I dismounted, however, and having fastened my own animal to the nearest tree, first picked up his hat, intending to clap it on his head; but either he considered his head unfit for a hat, or the hat, in its present condition, unfit for his head; for shrinking away the one, he took the other from my hand, and scornfully cast it aside.

'It's good enough for you,' I muttered.

My next good office was to catch his pony and bring it to him, which was soon accomplished; for the beast was quiet enough in the main, and only winced and flirted a trifle till I got hold of the bridle - but then, I must see him in the saddle.

'Here, you fellow - scoundrel - dog - give me your hand, and I'll help you to mount.'

No; he turned from me in disgust. I attempted to take him by the arm. He shrank away as if there had been contamination in my touch.

'What, you won't! Well! you may sit there till doomsday, for what I care.
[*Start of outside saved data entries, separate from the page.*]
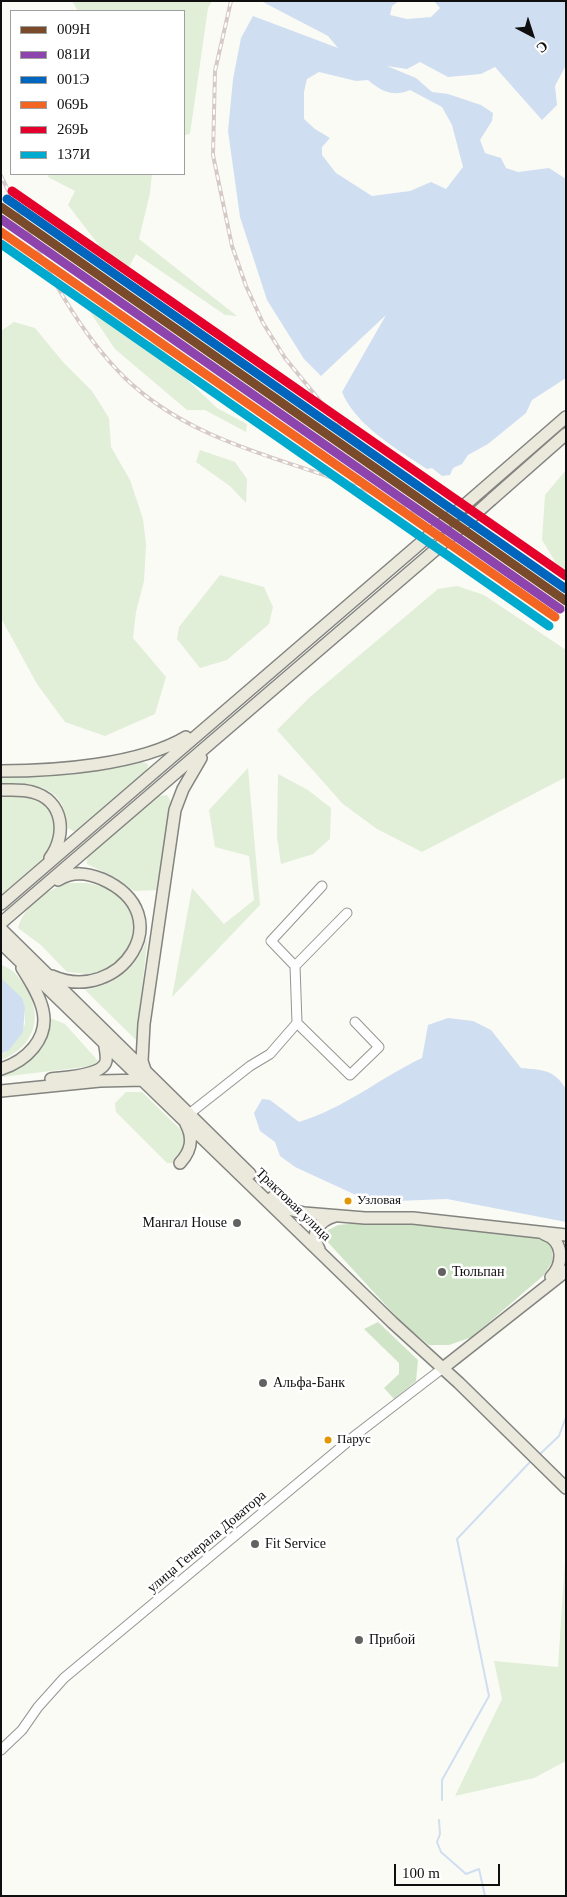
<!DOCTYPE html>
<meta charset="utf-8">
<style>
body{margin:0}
#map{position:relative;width:567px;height:1897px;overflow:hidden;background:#fbfbf5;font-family:"Times New Roman",serif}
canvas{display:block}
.frame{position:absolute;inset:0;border:2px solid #0f0f0f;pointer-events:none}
.legend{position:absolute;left:10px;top:10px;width:175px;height:165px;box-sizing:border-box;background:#fff;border:1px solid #9f9f9f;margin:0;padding:6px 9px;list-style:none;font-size:15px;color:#0f0f0f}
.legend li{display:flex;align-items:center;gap:10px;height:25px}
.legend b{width:25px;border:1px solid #9f9f9f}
.north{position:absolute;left:507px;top:10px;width:50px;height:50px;-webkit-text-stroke:4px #fff;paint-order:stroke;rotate:140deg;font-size:14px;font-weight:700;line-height:20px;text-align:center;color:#0f0f0f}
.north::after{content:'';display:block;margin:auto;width:18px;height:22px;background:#0f0f0f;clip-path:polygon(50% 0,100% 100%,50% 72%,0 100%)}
.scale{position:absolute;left:394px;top:1864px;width:106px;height:22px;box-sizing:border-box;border:2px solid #0f0f0f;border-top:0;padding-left:6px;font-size:15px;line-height:18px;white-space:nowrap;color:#0f0f0f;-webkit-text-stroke:4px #fff;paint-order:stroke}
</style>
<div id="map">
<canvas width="567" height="1897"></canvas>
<div class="frame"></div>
<ul class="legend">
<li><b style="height:6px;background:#7a4b2a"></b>009Н</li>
<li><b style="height:6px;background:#8e44ad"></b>081И</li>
<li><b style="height:6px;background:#0065bd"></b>001Э</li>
<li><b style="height:6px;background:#f26522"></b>069Ь</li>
<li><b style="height:6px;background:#e4002b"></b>269Ь</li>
<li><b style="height:6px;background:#00a9ce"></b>137И</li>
</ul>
<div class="north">С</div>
<div class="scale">100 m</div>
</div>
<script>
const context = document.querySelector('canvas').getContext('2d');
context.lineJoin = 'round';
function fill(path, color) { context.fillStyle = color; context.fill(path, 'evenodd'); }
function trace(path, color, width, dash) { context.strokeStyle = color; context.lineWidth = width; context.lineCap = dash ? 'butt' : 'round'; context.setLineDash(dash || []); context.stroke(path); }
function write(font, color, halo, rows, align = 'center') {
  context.font = font + ' "Times New Roman",serif'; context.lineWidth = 5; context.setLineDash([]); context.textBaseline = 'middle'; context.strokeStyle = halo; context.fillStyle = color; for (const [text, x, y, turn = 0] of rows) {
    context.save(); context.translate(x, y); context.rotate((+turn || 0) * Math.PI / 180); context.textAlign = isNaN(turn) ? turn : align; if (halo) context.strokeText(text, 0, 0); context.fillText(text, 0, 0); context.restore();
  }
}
fill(new Path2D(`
 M72,1H212L208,8L190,134L184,135V11H78Z
 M49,174H152L150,193L139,239L237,316L225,315L136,254L127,270L111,261L68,205L75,191L48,177Z
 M107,305L144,342H157L171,358L176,369L217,408L247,424L246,432L205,410H187L115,349L88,309Z
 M14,322L35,328L63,362L92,391L109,418L111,447L130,480L143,519L146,544L144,581L136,612L133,638L166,677L155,714L105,736L65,722L37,684L1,618V331Z
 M200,450L235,462L247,479L246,503L230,486L196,462Z
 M566,470V573L556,563L542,540L545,495Z
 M220,575L264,587L273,607L269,624L227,660L200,668L177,639L179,627Z
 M457,586L484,595L566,650V777L422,852L377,829L343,804L277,730L310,697L438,589Z
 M139,761L148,764L147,772L75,832L68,828C66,820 65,812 62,805C52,783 21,783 1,783V776Z
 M248,768L260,905L172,997L192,888L224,924L254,900L249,856L215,847L209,810Z
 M278,774L308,790L331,808L330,839L313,854L281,864L277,837Z
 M1,794L35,796L52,812L56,836L43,859L1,895Z
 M167,795L172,803L158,890L134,891L116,878L87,864V858L91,854L159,796Z
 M68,883H87L101,886L119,895L132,910L136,931L126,954L101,972L88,974L67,972L41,945L18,928C24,906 46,890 68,883Z
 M148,935L136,1040L85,990C116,985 140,966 148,935Z
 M1,965C12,968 18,976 24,985C44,1015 36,1046 1,1060V1054L5,1053L18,1038L25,1024V1008L1,978Z
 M50,1018L65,1024L99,1062L92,1066L1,1077V1074C30,1069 35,1038 50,1018Z
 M126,1092H142L187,1136L186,1151L174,1163H167L116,1112L115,1103Z
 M566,1545V1761L534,1778L455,1796L502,1699L494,1661L558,1667Z`), '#e1eed8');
fill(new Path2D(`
 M413,1218L539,1237L552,1246L553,1260L544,1275L472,1337L449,1345H429L402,1323L324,1238L328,1230L338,1225Z
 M378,1322L418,1360L416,1381L394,1399L384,1388L399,1374V1363L364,1329Z`), '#d0e5c7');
fill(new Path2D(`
 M261,1H399L392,6L390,15L407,19L431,17L440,8L434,1H566V65L555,86L557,105L542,120L495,67L481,74L448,77L420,62L407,69L387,66L416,78L432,92L448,94L481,105L493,113L492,121L480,140L485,153L501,158L506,168L518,172L549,168L566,179V378L532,400L526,413L488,444L468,455L462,464L453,468L450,475L442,476L432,468L427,469C397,449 356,426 342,392L386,315L321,376L304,359L267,300L240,217L228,131L233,79L241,38L253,16L338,48L328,36ZM319,72L356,81L368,80C382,92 393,97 410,90L442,107L452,125L463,167L446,189L431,182L410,191L372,196L336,173L322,155V147L330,138L315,129L304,119V92L307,79Z
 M1,978L22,998L25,1008L23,1032L9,1050L1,1054Z
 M448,1018L473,1021L491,1030L521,1068C542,1070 554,1069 566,1089V1222L447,1199L371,1202L295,1167L280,1156L275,1142L260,1131L254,1113L262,1099L270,1100L299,1122C343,1109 380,1078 422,1058L428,1025Z`), '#d0def1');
trace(new Path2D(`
 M540,1454L559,1436L566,1417
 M442,1800V1780L489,1696L457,1539L530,1462
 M439,1820L440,1834L437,1842L441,1852L466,1874L479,1869L485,1896`), '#d0def1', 2);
const minor = new Path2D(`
 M295,966L347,913
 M297,1023L350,1075L379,1047L355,1022
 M189,1114L250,1066L270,1054L297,1023L295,966L271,941L322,886
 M1,1750L22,1730L38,1707L64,1678L357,1434L443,1368`);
const major = new Path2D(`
 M482,490L566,417
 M491,500L566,434
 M1,771C56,771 139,765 186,737
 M1,790C11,790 23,789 32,792C64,800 67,835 50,858
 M1,904L424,540
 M1,923L434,551
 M1,929L250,1174
 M1,943L393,1323L459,1383L566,1488
 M52,976C119,1006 183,915 102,879C87,873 73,871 58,880
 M1,1069C26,1061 49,1039 43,1011C40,996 30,981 22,968
 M145,1070L142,1061L144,1024L175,810L183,789L201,758
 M51,1079C64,1077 103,1076 106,1061C107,1055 105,1047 104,1041
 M1,1091L100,1081L144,1080
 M180,1163C191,1151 194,1139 186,1124
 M273,1197L288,1209L304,1213L365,1218H413L566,1235
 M544,1234C564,1241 564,1263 551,1277
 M319,1249C310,1234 318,1221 335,1216
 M443,1368L566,1271`);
trace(minor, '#959593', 11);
trace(major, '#838380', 14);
trace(minor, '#fefefe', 9);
trace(major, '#eae9dc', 11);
const rail = new Path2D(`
 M231,1L215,71L213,155L232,246L246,286L263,323L285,358L338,423L370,452L566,589
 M1,176C37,247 68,322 125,378C199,449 300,460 390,500C453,528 509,571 566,610`);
trace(rail, '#d6cac7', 4);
trace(rail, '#fff', 2, [5.5]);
const majorBridge = new Path2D(`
 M424,540L482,490
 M434,551L491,500`);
trace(majorBridge, '#838380', 14, []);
trace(majorBridge, '#eae9dc', 11);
trace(new Path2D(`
 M1,207L566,601`), '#7a4b2a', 9);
trace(new Path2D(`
 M1,219L560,609`), '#8e44ad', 9);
trace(new Path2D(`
 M7,199L566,589`), '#0065bd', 9);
trace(new Path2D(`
 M1,232L555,617`), '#f26522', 9);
trace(new Path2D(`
 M12,191L566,576`), '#e4002b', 9);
trace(new Path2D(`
 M1,244L549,626`), '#00a9ce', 9);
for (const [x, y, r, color] of [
 [348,1201,4.5,"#e09702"],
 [237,1223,5,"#626260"],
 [442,1272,5,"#626260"],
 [263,1383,5,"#626260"],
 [328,1440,4.5,"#e09702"],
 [255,1544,5,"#626260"],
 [359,1640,5,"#626260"]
]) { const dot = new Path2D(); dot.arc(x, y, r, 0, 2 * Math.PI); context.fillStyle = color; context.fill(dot); trace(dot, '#fff', 2); }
write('13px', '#0f0f0f', '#fff', [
 ["Узловая",357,1201],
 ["Парус",337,1440]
], 'left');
write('14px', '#0f0f0f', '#fff', [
 ["Трактовая улица",293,1205,44],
 ["улица Генерала Доватора",207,1542,-40]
]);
write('14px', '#0f0f0f', '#fff', [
 ["Мангал House",227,1223,"right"],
 ["Тюльпан",452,1272],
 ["Альфа-Банк",273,1383],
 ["Fit Service",265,1544],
 ["Прибой",369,1640]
], 'left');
</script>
But I suppose you don't want to lose all the blood in your body - I'll just condescend to bind that up for you.'

'Let me alone, if you please.'

'Humph; with all my heart. You may go to the d-l if you choose - and say I sent you.'

But before I abandoned him to his fate I flung his pony's bridle over a stake in the hedge, and threw him my handkerchief, as his own was now saturated with blood. He took it and cast it back to me in abhorrence and contempt, with all the strength he could muster. It wanted but this to fill the measure of his offences. With execrations not loud but deep I left him to live or die as he could, well satisfied that I had done my duty in attempting to save him - but forgetting how I had erred in bringing him into such a condition, and how insultingly my after-services had been offered - and sullenly prepared to meet the consequences if he should choose to say I had attempted to murder him, - which I thought not unlikely, as it seemed probable he was actuated by such spiteful motives in so perseveringly refusing my assistance.